本发明所述纳米Fe3O4通过常规共沉淀法制备得到。
本发明另一目的是将上述改性超顺磁Fe3O4纳米微粒的制备方法制得的改性超顺磁Fe3O4纳米微粒应用在含铬废水处理中,调节含铬废水的pH值为3~8,按100mL废水添加5~10mg改性超顺磁Fe3O4纳米微粒的比例,在废水中加入改性超顺磁Fe3O4纳米微粒,反应2~4h,即得处理后废水。
发明的有益效果:
(1)本发明所述吸附剂具有超顺磁性,易磁分离,比表面积大等优点;
(2)本发明所述吸附剂可以用于处理含铬废水中的铬,其吸附率高,可重复使用;
(3)本发明所制备的用于处理含铬废水中的铬的吸附剂制备成本低,制备过程简单,制备条件要求低。
具体实施方式
下面结合具体实施例对本发明作进一步详细说明,但本发明的保护范围并不限于所述内容,实施例中方法如无特殊说明均为常规方法。
实施例1:本改性超顺磁Fe3O4纳米微粒NFCC的制备方法如下:
(1)将0.57g纳米Fe3O4分散到100mL去离子水中,超声波分散30min后,在N2保护下,边搅拌边加热至80℃得到悬浮液,将1mol/L的Na2SiO3溶液逐滴滴加到悬浮液中并搅拌,其中,Na2SiO3溶液与悬浮液的体积比为1:3,然后缓慢加入1.5mol/L的HCl溶液调节pH值到5.5;将混合物在80℃下陈化2小时,然后用去离子水洗涤至中性后得到Fe3O4@SiO2纳米粒子;
(2)将步骤(1)合成的Fe3O4@SiO2纳米粒子1.2g放入1mol/L 100mL HCl溶液中静置8h,然后用纯水洗涤至中性,再用乙醇冲洗,将洗涤后的1.1g Fe3O4@ SiO2分散到100mL乙醇中得到悬浮液,将悬浮液超声波分散30min,按悬浮液与二氯甲烷体积比为1:11的比例加入二氯甲烷,并在常温下加入1g NaOH至悬浮液中反应2h,所得到的Fe3O4@SiO2-CH2-Cl的纳米颗粒用磁铁进行分离,并用乙醇和去离子水依次洗涤得到改性超顺磁Fe3O4纳米微粒Fe3O4@SiO2-CH2-Cl;
(3)将步骤(2)合成的2g改性超顺磁Fe3O4纳米微粒Fe3O4@SiO2-CH2-Cl分散到50mL去离子水中得到悬浮液,随后将1g的氢氧化钠加入悬浮液中,将悬浮液超声波分散30min,按Fe3O4@SiO2-CH2-Cl与亚氨基二乙酸摩尔比为1:1.1的比例加入亚氨基二乙酸,反应20h,用去离子水洗涤反应得到改性超顺磁Fe3O4纳米微粒至pH为中性,再将之在140℃下干燥2h,得到改性超顺磁Fe3O4纳米微粒NFCC;
其中所述纳米Fe3O4通过共沉淀法制备得到,具体方法如下:将2.2 mol的FeCl3·6H2O和1 mol的FeCl2·4H2O溶解于50 ml 的去离子水中,然后逐滴加入200mL 0.50 mol/L的 NH4OH溶液,在60℃~80℃下机械搅拌;获得的Fe3O4纳米微粒用磁选分离并用去离子水重复洗涤后得到纳米Fe3O4。
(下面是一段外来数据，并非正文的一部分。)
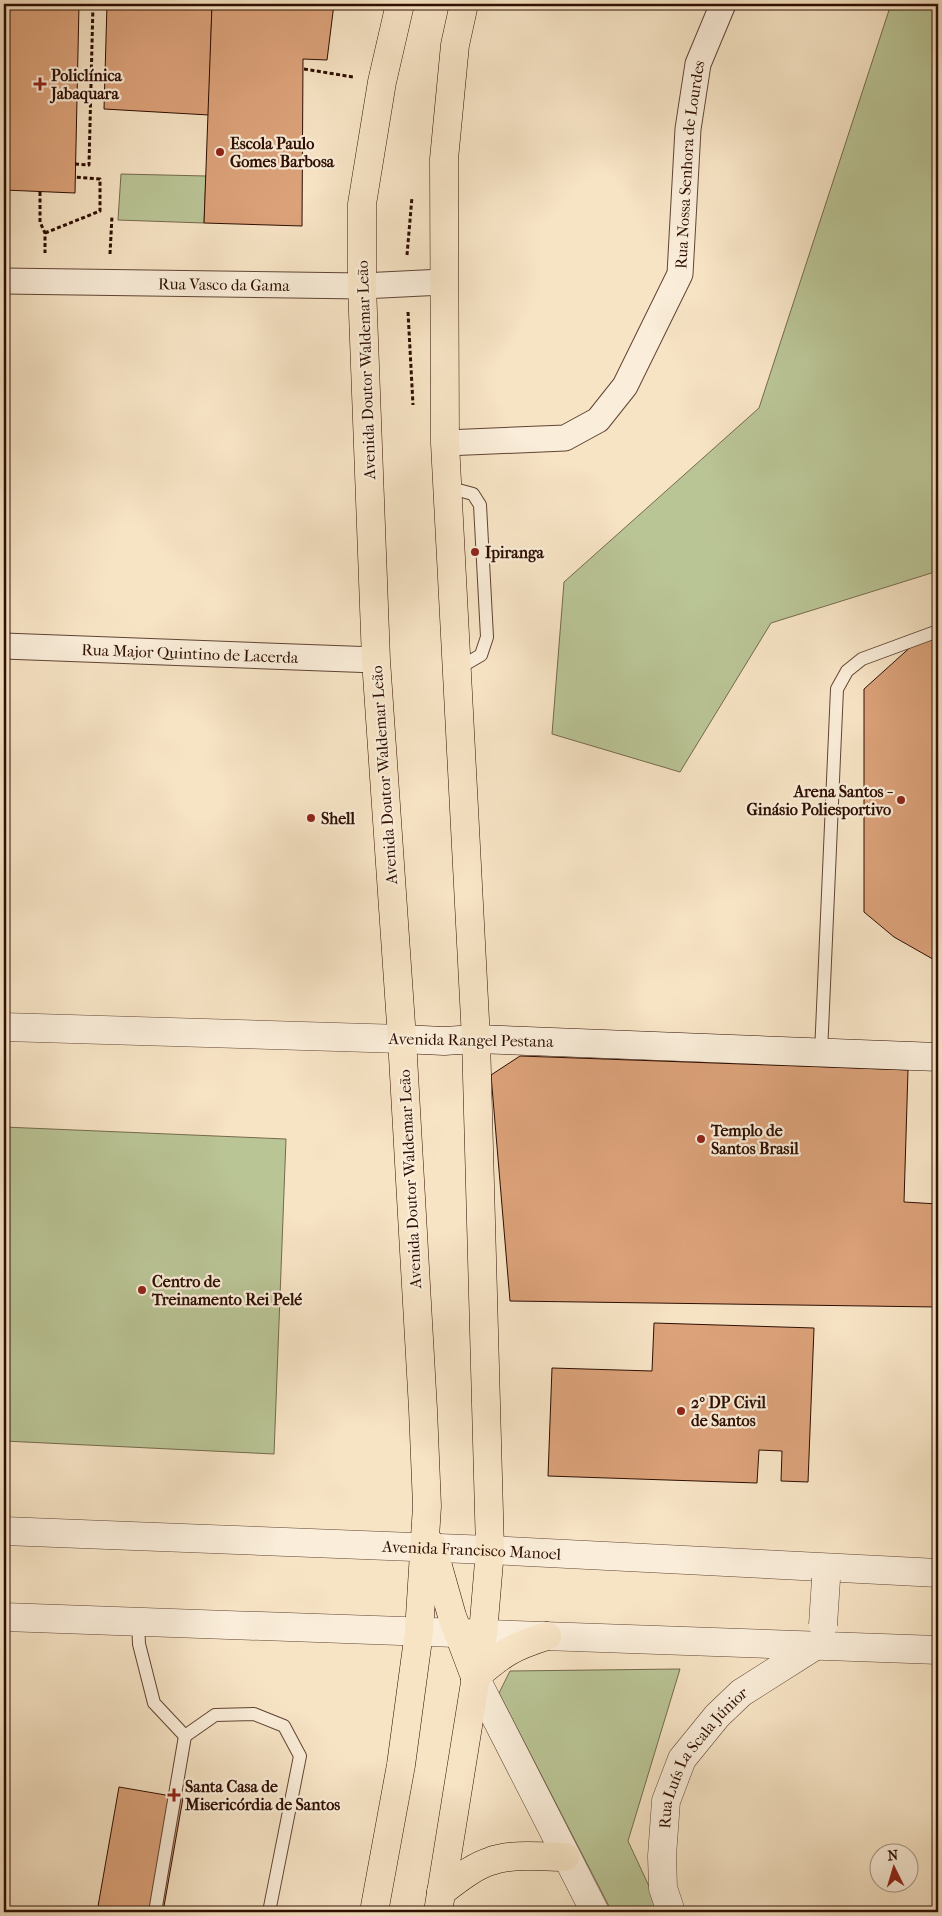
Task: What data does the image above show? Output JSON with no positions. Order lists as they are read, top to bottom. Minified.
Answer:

本实施例以镀铬废水为处理对象,废水中铬含量为100mg/L,处理方法具体包括以下步骤:
(1)调节含铬废水的PH值为3,备用;
(2)按5mg/100ml的比例在步骤(1)得到的废水中加入改性超顺磁Fe3O4纳米微粒NFCC,反应2h后,铬的吸附效率达到85%。
实施例2:本改性超顺磁Fe3O4纳米微粒NFCC的制备方法如下:
(1)将0.6g纳米Fe3O4分散到100mL的去离子水中,超声波分散40min后,在N2保护下,边搅拌边加热至75℃得到悬浮液,将1.2mol/L的Na2SiO3溶液逐滴滴加到悬浮液中并搅拌,其中,Na2SiO3溶液与悬浮液的体积比为9:29,然后缓慢加入1.6mol /L的HCl溶液调节PH值到6.0;将混合物在75℃下陈化2.3小时,然后用去离子水洗涤至中性后得到Fe3O4@SiO2纳米粒子;
(2)将步骤(1)合成的Fe3O4@SiO2纳米粒子1.3g放入1.2mol/L 100mL的HCl溶液中静置10h,然后用纯水洗涤至中性,再用乙醇冲洗,将洗涤后的1.2g Fe3O4@ SiO2分散到100mL乙醇中得到悬浮液,将悬浮液超声波分散40min,按悬浮液与二氯甲烷体积比为1:11的比例加入二氯甲烷,并在常温下加入1.1g NaOH至悬浮液中反应2h,所得到的Fe3O4@SiO2-CH2-Cl的纳米颗粒用磁铁进行分离,并用乙醇和去离子水依次洗涤得到改性超顺磁Fe3O4纳米微粒Fe3O4@SiO2-CH2-Cl;
(3)将步骤(2)合成的2.2g改性超顺磁Fe3O4纳米微粒Fe3O4@SiO2-CH2-Cl分散到50mL去离子水中得到悬浮液,随后将1.1g的氢氧化钠加入悬浮液中,将悬浮液超声波分散40min,按Fe3O4@SiO2-CH2-Cl与亚氨基二乙酸摩尔比为1:1.1的比例加入亚氨基二乙酸,反应20h,用去离子水洗涤得到改性超顺磁Fe3O4纳米微粒至pH为中性,再将之在150℃下干燥2h,得到改性超顺磁Fe3O4纳米微粒NFCC。
所述纳米Fe3O4通过共沉淀法制备得到,具体方法如下:将2.2 mol的FeCl3·6H2O和1 mol的FeCl2· H2O溶解于50 ml 的去离子水中,然后逐滴200ml 0.50 mol/L的NH4OH溶液,在60℃~80℃下机械搅拌;获得的Fe3O4纳米微粒用磁选分离并用去离子水重复洗涤后得到纳米Fe3O4。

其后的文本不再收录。